In modern times, annuities have been a key element not only for longevity planning but also for providing people a tax efficient method of saving for retirement or other future financial needs.

The federal income tax deferral inherent in deferred annuities has afforded many Americans the opportunity to secure a larger pool of funds for retirement. Unfortunately, when federal income taxes become an element in any financial product, the decisions made by Congress and the Internal Revenue Service often affect the products and, as in the case of annuities, can change practices that may have been in place for decades–even for millennia.

During the late 1970s and early 1980s, various types of annuities came under scrutiny by the IRS and, by reflection, Congress. Concern developed that deferred annuities were being used more as short-term tax shelters than as the retirement vehicles the federal government intended them to be. To prevent this, Section 72(q) of the Internal Revenue Code was enacted. It imposed a 10% tax penalty on deferred annuity distributions unless the distributions meet certain standards, such as attainment of age 59 1/2 , death or disability.

Concern also developed that annuity owners were likely to use deferred annuities as vehicles to defer federal income taxes for extended periods of time by changing policy ownership and annuitant designations. In essence, the concern was that an elderly owner could, upon death, pass ownership of the annuity to a beneficiary without annuitization, thereby continuing tax-deferral indefinitely. So, IRC Section 72(s) was enacted. This required minimum distributions upon death of the “holder” of a deferred annuity contract.

As is often the case with IRC changes, Congress enacted these provisions in a rush, without carefully considering all the technical requirements the changes might make to the annuity business and to consumers having interests in the products.

Since one of the exemptions to the 10% tax penalty on distributions prior to age 59 1/2 was upon death of the “holder,” it became important to establish which party to an annuity was the “holder.”

Almost immediately, the annuity industry had to deal with the question of who was the “holder” of a deferred annuity contract for purposes of the IRC. Was it the owner or the annuitant? Likewise, the death of the “holder” became the operative event to force minimum distributions–not death of the annuitant as had been the case for millennia.

The IRC also allows exemptions for “spousal beneficiaries,” making it wise to have the annuity owner’s spouse be the beneficiary of the contract’s death proceeds.

The annuity industry tried to obtain clarification that the exemption would apply upon death of either the annuity owner annuity or the annuitant. This would have resulted in avoiding the tax penalty regardless of which of the two major parties to a deferred annuity died.

Unfortunately, the IRS would not support this request. The determination was made that the deferred annuity’s owner was the “holder” for purposes of applying the exemption to the tax penalty. This had the effect of changing the way people have looked at annuities from time immemorial.

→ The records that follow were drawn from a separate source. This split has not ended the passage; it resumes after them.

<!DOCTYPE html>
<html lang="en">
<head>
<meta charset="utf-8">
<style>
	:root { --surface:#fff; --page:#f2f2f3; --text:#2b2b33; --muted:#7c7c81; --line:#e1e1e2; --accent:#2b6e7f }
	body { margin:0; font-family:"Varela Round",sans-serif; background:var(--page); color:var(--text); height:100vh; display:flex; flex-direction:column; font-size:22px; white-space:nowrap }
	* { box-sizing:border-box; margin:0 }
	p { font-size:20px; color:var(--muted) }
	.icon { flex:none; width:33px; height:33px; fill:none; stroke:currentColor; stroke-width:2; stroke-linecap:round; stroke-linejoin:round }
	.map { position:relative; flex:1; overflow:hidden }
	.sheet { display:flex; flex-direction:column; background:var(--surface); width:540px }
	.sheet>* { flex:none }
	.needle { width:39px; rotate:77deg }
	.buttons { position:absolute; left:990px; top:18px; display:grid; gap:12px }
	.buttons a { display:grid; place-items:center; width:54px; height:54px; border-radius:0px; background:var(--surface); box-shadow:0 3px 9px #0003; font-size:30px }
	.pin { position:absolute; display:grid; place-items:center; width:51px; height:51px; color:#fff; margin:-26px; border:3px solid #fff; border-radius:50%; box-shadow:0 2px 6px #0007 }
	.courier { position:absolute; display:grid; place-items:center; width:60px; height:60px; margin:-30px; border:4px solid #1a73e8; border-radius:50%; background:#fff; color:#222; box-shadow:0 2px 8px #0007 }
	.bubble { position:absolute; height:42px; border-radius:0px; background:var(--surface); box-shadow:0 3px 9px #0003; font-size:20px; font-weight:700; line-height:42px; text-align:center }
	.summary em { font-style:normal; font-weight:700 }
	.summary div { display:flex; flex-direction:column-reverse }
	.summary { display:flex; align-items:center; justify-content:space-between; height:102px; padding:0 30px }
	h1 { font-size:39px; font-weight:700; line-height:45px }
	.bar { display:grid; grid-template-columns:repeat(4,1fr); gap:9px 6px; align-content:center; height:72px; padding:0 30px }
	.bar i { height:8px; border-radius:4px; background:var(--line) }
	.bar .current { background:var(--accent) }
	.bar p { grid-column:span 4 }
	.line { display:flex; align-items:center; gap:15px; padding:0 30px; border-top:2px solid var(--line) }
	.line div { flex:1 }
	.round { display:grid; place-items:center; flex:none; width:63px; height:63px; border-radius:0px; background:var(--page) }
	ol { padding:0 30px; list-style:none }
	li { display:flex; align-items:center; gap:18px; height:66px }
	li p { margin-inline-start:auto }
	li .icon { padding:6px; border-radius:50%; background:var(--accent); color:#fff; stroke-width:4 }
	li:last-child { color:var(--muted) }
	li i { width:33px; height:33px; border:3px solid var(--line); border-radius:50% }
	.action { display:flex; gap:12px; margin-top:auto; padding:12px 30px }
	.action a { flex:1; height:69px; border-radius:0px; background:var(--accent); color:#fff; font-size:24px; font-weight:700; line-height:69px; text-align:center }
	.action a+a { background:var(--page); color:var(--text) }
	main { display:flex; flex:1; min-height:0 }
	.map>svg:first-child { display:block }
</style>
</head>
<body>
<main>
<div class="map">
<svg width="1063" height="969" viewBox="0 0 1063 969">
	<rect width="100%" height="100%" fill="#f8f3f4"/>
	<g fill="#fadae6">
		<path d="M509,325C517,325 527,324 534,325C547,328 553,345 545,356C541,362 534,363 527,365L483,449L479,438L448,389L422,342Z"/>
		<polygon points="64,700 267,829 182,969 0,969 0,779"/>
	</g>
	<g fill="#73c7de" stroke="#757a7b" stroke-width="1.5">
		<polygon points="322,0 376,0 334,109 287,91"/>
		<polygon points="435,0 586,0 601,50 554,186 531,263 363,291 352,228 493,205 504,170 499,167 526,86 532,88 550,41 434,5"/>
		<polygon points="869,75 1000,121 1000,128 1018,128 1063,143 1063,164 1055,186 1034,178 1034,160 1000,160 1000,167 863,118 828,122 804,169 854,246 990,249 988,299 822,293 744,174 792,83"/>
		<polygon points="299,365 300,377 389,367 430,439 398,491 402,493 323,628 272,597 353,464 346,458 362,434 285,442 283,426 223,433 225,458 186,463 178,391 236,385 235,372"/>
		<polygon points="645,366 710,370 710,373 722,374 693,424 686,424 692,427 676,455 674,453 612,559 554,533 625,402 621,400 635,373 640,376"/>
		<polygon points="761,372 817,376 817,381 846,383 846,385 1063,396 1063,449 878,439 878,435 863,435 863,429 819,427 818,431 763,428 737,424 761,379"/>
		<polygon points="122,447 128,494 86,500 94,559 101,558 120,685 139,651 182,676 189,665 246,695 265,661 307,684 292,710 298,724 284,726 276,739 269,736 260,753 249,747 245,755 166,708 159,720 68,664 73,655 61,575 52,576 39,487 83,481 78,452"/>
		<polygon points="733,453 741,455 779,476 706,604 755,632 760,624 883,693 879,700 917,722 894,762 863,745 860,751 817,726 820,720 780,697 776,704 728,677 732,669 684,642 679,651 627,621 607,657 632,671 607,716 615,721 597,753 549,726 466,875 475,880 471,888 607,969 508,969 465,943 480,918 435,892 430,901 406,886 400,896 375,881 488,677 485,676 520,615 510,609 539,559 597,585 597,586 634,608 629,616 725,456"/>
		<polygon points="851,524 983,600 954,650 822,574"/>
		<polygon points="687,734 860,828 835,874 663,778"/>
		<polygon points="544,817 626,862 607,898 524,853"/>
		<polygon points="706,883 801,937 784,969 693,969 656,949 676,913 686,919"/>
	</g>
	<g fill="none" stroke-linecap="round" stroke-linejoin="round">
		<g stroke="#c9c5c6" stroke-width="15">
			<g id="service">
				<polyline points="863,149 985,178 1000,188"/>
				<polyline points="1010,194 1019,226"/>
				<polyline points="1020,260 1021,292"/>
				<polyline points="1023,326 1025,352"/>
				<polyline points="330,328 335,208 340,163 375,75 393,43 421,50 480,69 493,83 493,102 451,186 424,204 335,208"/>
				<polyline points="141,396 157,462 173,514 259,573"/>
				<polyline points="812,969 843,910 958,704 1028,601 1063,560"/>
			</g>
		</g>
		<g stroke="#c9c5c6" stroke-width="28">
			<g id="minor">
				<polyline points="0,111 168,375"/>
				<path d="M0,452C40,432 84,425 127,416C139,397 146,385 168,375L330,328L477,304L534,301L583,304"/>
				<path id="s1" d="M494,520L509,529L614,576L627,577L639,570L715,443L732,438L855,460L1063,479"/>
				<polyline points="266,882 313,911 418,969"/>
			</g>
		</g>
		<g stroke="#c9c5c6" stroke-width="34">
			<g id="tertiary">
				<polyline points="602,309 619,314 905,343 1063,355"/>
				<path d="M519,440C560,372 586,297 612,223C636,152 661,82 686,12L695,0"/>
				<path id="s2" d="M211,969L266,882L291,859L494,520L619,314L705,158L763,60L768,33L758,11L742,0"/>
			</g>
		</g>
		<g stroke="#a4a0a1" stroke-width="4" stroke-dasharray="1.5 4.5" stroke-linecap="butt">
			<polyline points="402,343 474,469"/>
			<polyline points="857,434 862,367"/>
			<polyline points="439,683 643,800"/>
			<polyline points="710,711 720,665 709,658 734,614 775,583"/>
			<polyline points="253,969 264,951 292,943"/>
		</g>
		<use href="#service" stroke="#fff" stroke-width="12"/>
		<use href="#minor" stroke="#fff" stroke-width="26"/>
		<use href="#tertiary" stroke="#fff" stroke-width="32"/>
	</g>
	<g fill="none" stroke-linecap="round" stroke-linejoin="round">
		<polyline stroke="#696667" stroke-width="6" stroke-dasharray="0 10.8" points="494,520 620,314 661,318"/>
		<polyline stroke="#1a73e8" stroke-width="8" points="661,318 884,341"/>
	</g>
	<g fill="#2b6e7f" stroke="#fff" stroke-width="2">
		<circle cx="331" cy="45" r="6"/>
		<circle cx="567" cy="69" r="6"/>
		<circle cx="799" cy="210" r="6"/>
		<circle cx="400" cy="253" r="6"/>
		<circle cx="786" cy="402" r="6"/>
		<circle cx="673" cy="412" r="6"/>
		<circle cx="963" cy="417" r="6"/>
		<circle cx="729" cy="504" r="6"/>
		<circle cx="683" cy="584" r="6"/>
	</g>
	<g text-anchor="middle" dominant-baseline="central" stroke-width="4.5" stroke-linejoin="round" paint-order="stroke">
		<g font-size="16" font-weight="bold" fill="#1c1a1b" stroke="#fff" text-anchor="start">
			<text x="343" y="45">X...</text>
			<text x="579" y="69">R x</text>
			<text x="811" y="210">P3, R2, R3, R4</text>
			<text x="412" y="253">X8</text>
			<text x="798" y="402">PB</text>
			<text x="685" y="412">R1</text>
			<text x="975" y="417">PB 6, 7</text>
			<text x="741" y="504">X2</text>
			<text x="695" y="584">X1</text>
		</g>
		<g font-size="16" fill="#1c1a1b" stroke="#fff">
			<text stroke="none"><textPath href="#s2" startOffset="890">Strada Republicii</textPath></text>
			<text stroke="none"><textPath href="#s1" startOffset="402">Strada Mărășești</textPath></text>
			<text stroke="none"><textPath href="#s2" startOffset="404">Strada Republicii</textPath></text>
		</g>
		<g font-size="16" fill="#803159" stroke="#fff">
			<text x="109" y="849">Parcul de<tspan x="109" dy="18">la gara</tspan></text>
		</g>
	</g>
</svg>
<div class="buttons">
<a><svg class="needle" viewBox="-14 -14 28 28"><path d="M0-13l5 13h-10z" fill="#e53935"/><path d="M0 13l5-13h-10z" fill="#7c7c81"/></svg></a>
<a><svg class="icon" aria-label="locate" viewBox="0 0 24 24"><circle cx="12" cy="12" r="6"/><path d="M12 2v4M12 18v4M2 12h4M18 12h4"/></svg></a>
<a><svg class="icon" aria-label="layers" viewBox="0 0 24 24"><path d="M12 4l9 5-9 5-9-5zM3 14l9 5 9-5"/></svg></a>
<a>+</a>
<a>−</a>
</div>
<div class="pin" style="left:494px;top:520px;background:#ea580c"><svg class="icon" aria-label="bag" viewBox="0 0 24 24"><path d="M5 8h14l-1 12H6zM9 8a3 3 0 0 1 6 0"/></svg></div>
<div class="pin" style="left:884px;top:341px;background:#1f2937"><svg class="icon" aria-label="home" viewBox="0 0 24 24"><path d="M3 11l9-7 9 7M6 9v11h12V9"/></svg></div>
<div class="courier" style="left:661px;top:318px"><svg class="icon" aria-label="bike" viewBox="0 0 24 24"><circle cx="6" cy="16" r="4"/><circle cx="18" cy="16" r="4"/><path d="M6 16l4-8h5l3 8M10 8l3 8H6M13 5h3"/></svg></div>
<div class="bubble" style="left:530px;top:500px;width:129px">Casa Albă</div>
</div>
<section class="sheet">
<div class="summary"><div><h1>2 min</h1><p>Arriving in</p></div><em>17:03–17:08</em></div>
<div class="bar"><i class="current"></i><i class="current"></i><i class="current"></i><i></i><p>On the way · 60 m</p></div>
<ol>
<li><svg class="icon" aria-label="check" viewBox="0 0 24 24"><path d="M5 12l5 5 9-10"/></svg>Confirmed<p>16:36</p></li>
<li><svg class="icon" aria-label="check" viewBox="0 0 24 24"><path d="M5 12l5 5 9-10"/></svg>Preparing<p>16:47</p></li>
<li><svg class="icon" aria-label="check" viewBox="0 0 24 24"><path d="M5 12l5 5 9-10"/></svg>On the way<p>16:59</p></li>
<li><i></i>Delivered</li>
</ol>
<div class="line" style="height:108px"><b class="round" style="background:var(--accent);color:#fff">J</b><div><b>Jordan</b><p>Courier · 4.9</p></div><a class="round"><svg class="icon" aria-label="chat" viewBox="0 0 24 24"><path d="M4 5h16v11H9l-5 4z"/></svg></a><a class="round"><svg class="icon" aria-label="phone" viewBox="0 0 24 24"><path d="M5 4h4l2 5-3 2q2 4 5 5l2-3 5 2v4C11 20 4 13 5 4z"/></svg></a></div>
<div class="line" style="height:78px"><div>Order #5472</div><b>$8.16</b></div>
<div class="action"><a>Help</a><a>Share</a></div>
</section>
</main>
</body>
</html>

For tax purposes, the industry had to change its annuity policies to require distribution upon death of the owner, even if the annuitant were still alive. There were provisions that permitted penalty-free distributions for the life expectancy of a beneficiary (which could be the annuitant), but the annuity owner became the important life, not the annuitant.

This gave rise to a new type of deferred annuity–the “owner-driven” contract as opposed to the traditional “annuitant-driven” annuity. (See chart for definitions.) However, to comply with Section 72(s), there must also be a provision that forces distribution upon death of the owner.

What difference does it make? Consider this example: A married couple wants to purchase a deferred annuity. The couple wants its only child to have whatever assets are left after both spouses die. Often, such a couple will have the husband be the owner and, since women tend to live longer than men, the wife be the annuitant with the child as the beneficiary.

If the annuity is owner-driven and if the annuitant dies before the owner, there is no forced distribution to the child as beneficiary. However, if the annuity requires distribution upon death of either owner or annuitant and if the wife dies before the husband, the husband loses all interest in the contract (probably not their intent). The child, as beneficiary, now has all rights under the contract.

Moreover, the law states that the tax penalty is not waived upon death of anyone except the “holder”–i.e. the husband. Worse, the exemption from tax penalty for distributions under age 59 1/2 applies to the age of the person receiving distribution–not the age of the deceased or of the “holder.”

Thus, in an annuitant-driven contract where the annuitant is not the owner and the annuitant dies first and the beneficiary is under age 59 1/2 , not only does the owner lose all rights to the value of the contract, but also the beneficiary could be subject to a 10% tax penalty on the taxable portion of the proceeds as well.

We know of no cases where this problem has resulted in tax penalties being assessed. However, this clearly illustrates the necessity of having correct designations with respect to ownership and the other relationships involved in annuities.